Project Based Learning (PBL) is a teaching methodology in which students gain knowledge and skills by working for an extended period of time to investigate and respond to authentic, engaging and complex questions, problems, or challenges. At Redhill School, Grade 7 and 8 students have a substantial part of a day in the cycle dedicated to PBL. They are involved in at least three projects a year.

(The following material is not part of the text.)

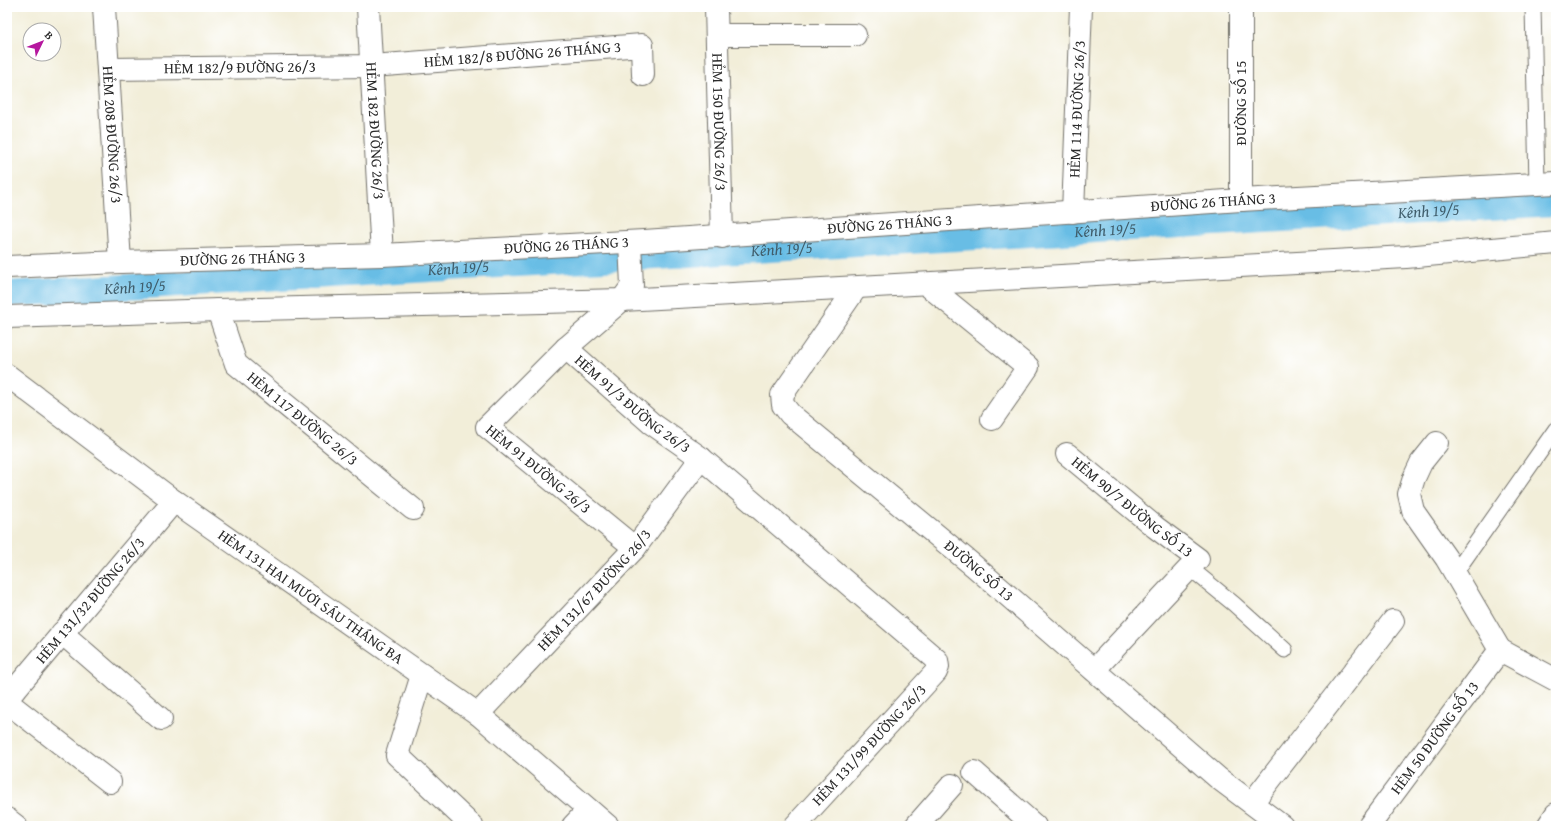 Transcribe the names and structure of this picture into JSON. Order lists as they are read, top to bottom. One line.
{"streets":{"street":["HẺM 182/8 ĐƯỜNG 26 THÁNG 3","HẺM 182/9 ĐƯỜNG 26/3","ĐƯỜNG SỐ 15","HẺM 114 ĐƯỜNG 26/3","HẺM 150 ĐƯỜNG 26/3","HẺM 182 ĐƯỜNG 26/3","HẺM 208 ĐƯỜNG 26/3","ĐƯỜNG 26 THÁNG 3","HẺM 91/3 ĐƯỜNG 26/3","HẺM 117 ĐƯỜNG 26/3","HẺM 91 ĐƯỜNG 26/3","HẺM 90/7 ĐƯỜNG SỐ 13","ĐƯỜNG SỐ 13","HẺM 131/67 ĐƯỜNG 26/3","HẺM 131 HAI MƯƠI SÁU THÁNG BA","HẺM 131/32 ĐƯỜNG 26/3","HẺM 50 ĐƯỜNG SỐ 13","HẺM 131/99 ĐƯỜNG 26/3"]},"crossings":[["HẺM 182/8 ĐƯỜNG 26 THÁNG 3","HẺM 182/9 ĐƯỜNG 26/3"],["HẺM 182/8 ĐƯỜNG 26 THÁNG 3","HẺM 182 ĐƯỜNG 26/3"],["HẺM 182/9 ĐƯỜNG 26/3","HẺM 182 ĐƯỜNG 26/3"],["HẺM 182/9 ĐƯỜNG 26/3","HẺM 208 ĐƯỜNG 26/3"],["ĐƯỜNG SỐ 15","ĐƯỜNG 26 THÁNG 3"],["HẺM 114 ĐƯỜNG 26/3","ĐƯỜNG 26 THÁNG 3"],["HẺM 150 ĐƯỜNG 26/3","ĐƯỜNG 26 THÁNG 3"],["HẺM 182 ĐƯỜNG 26/3","ĐƯỜNG 26 THÁNG 3"],["HẺM 208 ĐƯỜNG 26/3","ĐƯỜNG 26 THÁNG 3"],["HẺM 91/3 ĐƯỜNG 26/3","HẺM 91 ĐƯỜNG 26/3"],["HẺM 91/3 ĐƯỜNG 26/3","HẺM 131/67 ĐƯỜNG 26/3"],["HẺM 91/3 ĐƯỜNG 26/3","HẺM 131/99 ĐƯỜNG 26/3"],["HẺM 91 ĐƯỜNG 26/3","HẺM 131/67 ĐƯỜNG 26/3"],["HẺM 131/67 ĐƯỜNG 26/3","HẺM 131 HAI MƯƠI SÁU THÁNG BA"],["HẺM 131 HAI MƯƠI SÁU THÁNG BA","HẺM 131/32 ĐƯỜNG 26/3"]],"water":["Kênh 19/5"],"north":"top right"}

The elements that are encouraged in PBL incorporate fundamental knowledge and understanding of content and skills (as would be expected in a ‘normal’ classroom) but it encourages so much more as well. Each project is framed by a meaningful problem that challenges students (either individually or in small collaborative groups) to find solutions. They are expected to engage in a rigorous, extended process of asking questions, finding information and applying the information to inform their chosen solution. All projects are developed within a real-world context – i.e. with real consequences and potential, sometimes even creating opportunities for entrepreneurial skills to be developed. Fundamental to PBL is that the students make decisions, both about solutions to the problem and how they work, and what they create. Reflection on learning and revision of process/product/methodology is essential. Students are expected to interrogate their own and others’ effectiveness, quality of work, and how obstacles were overcome, as well as what could be improved ‘next time’. All projects are made public, where students will present their work to teachers, peers, parents and even business.
PBL together with P4C is focussed on developing critical and creative students, who are able to independently engage in their learning. The two processes, both of which develop metacognitive reasoning (being able to think about our thinking), and sophisticated, multidimensional solution-finding are aimed at developing young citizens who are responsible, aware and engaged in their world.